TASK INPUT ::
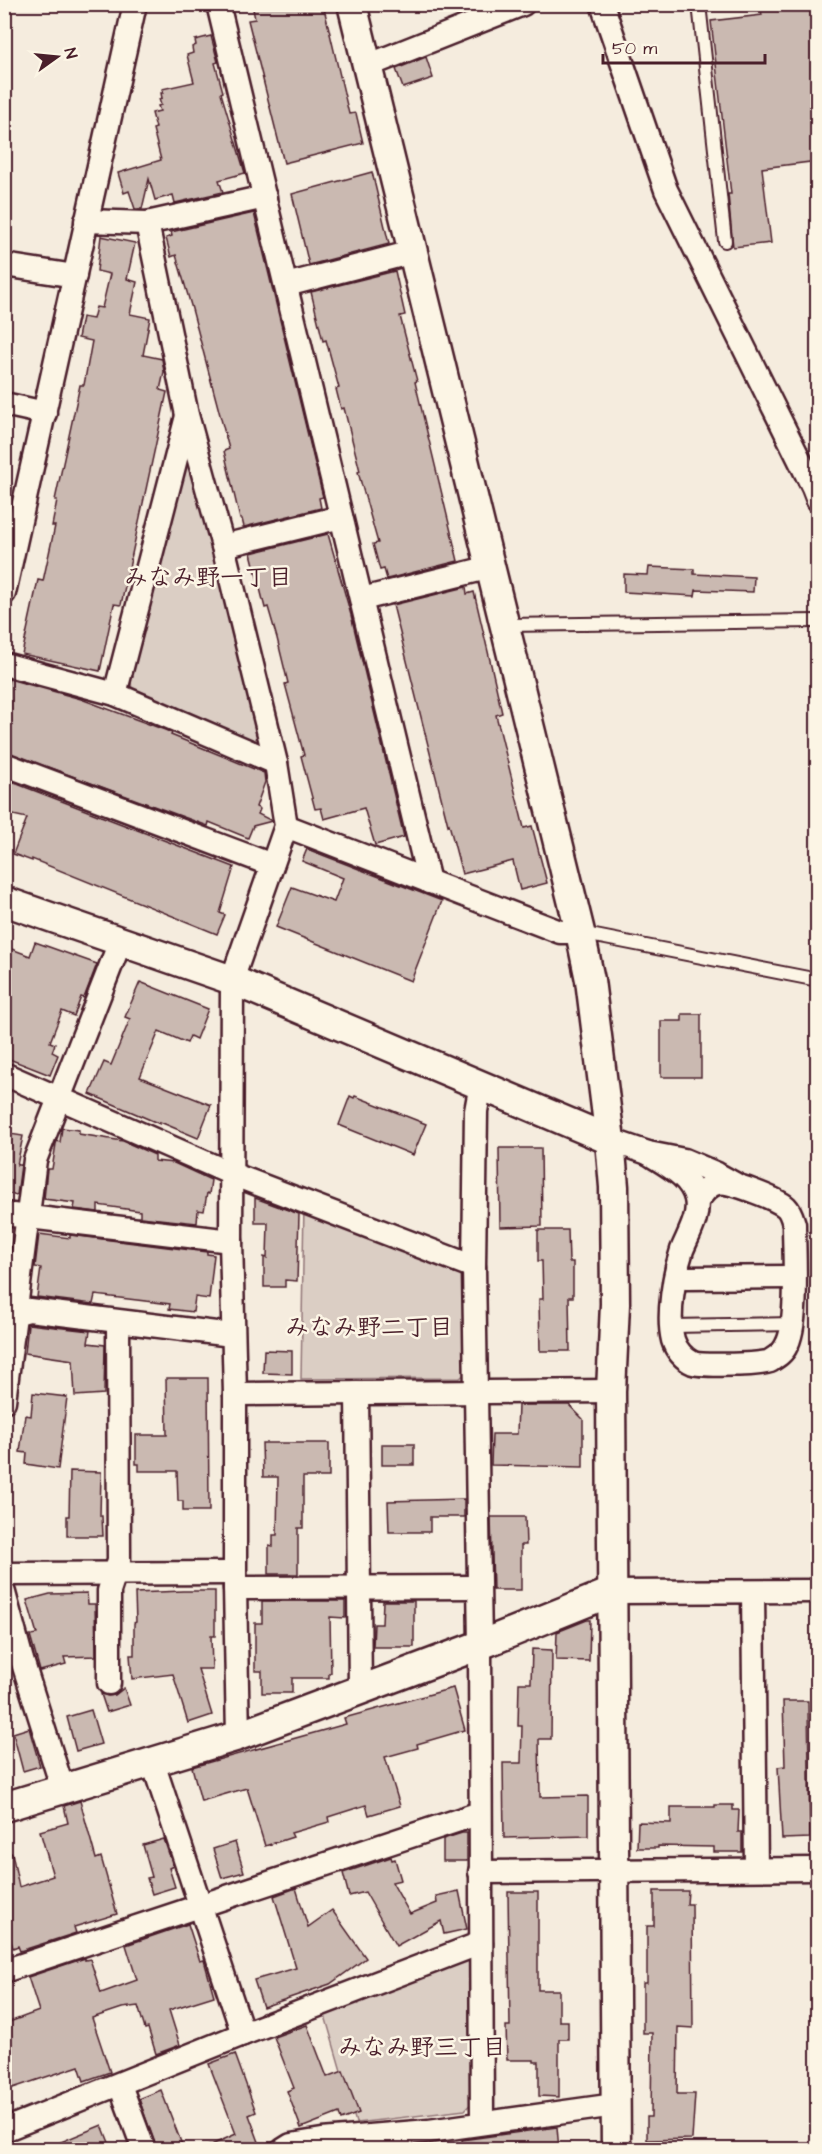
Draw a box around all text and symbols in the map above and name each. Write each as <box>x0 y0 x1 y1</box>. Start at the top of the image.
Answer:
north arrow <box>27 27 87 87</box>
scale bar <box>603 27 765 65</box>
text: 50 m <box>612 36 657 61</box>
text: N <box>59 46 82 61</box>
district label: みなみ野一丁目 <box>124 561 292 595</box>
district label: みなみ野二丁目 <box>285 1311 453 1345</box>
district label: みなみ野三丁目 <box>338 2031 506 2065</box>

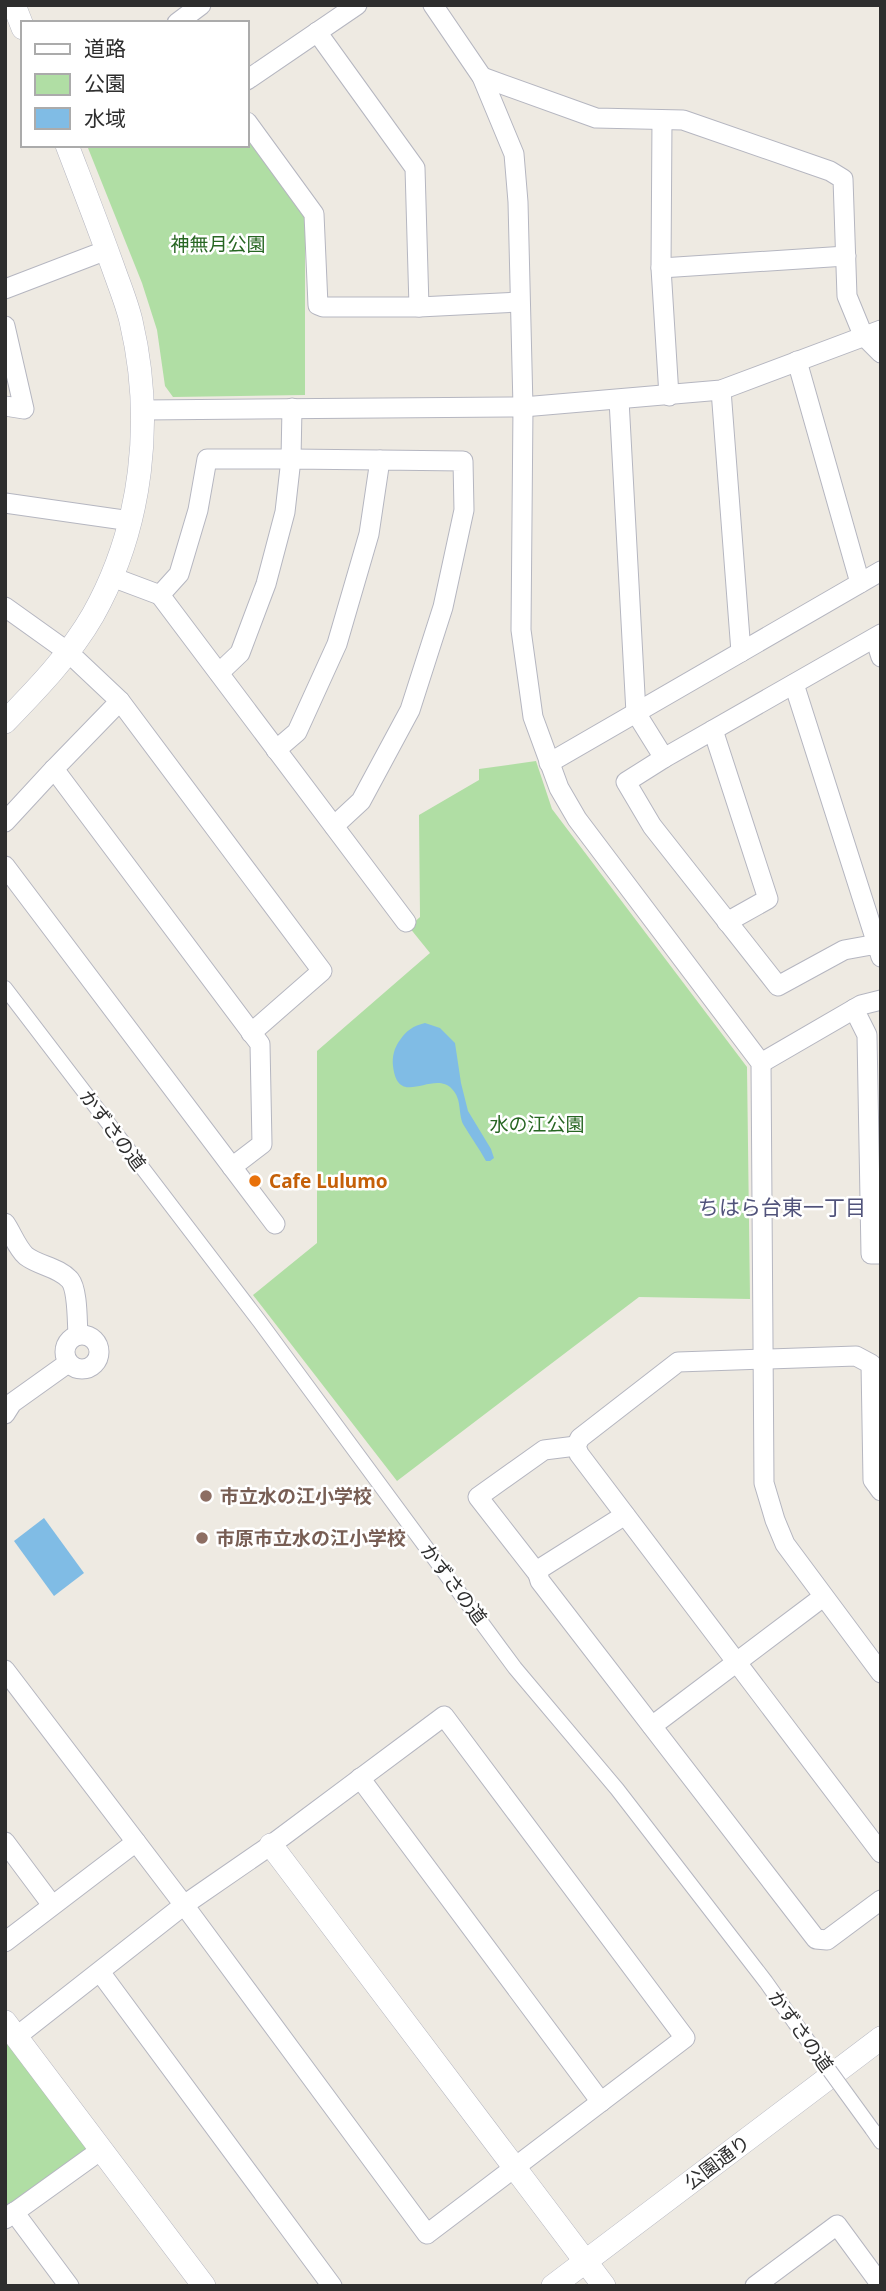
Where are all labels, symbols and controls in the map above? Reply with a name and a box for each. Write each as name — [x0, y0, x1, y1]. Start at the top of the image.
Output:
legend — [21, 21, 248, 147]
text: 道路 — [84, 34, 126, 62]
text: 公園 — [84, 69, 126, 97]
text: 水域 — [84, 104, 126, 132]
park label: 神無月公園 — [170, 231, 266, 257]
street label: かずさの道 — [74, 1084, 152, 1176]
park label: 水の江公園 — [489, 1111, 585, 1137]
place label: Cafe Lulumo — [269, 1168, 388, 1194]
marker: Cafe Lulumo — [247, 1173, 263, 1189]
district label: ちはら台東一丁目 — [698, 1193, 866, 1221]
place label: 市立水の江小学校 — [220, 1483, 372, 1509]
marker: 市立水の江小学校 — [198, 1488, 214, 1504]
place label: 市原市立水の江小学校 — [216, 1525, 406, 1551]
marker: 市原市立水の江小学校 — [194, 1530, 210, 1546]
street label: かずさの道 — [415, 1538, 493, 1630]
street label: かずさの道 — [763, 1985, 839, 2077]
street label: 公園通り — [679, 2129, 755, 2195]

ACTIVITY :: Scan the material above and copy every line that holds the string "each".

ANSWER SECTION ::
Draw a box around all text and symbols in the map above and name each. Write each as <box>x0 y0 x1 y1</box>. Start at the top of the image.
Where are all labels, symbols and controls in the map above? Reply with a name and a box for each. Write each as name — [x0, y0, x1, y1]. Start at the top of the image.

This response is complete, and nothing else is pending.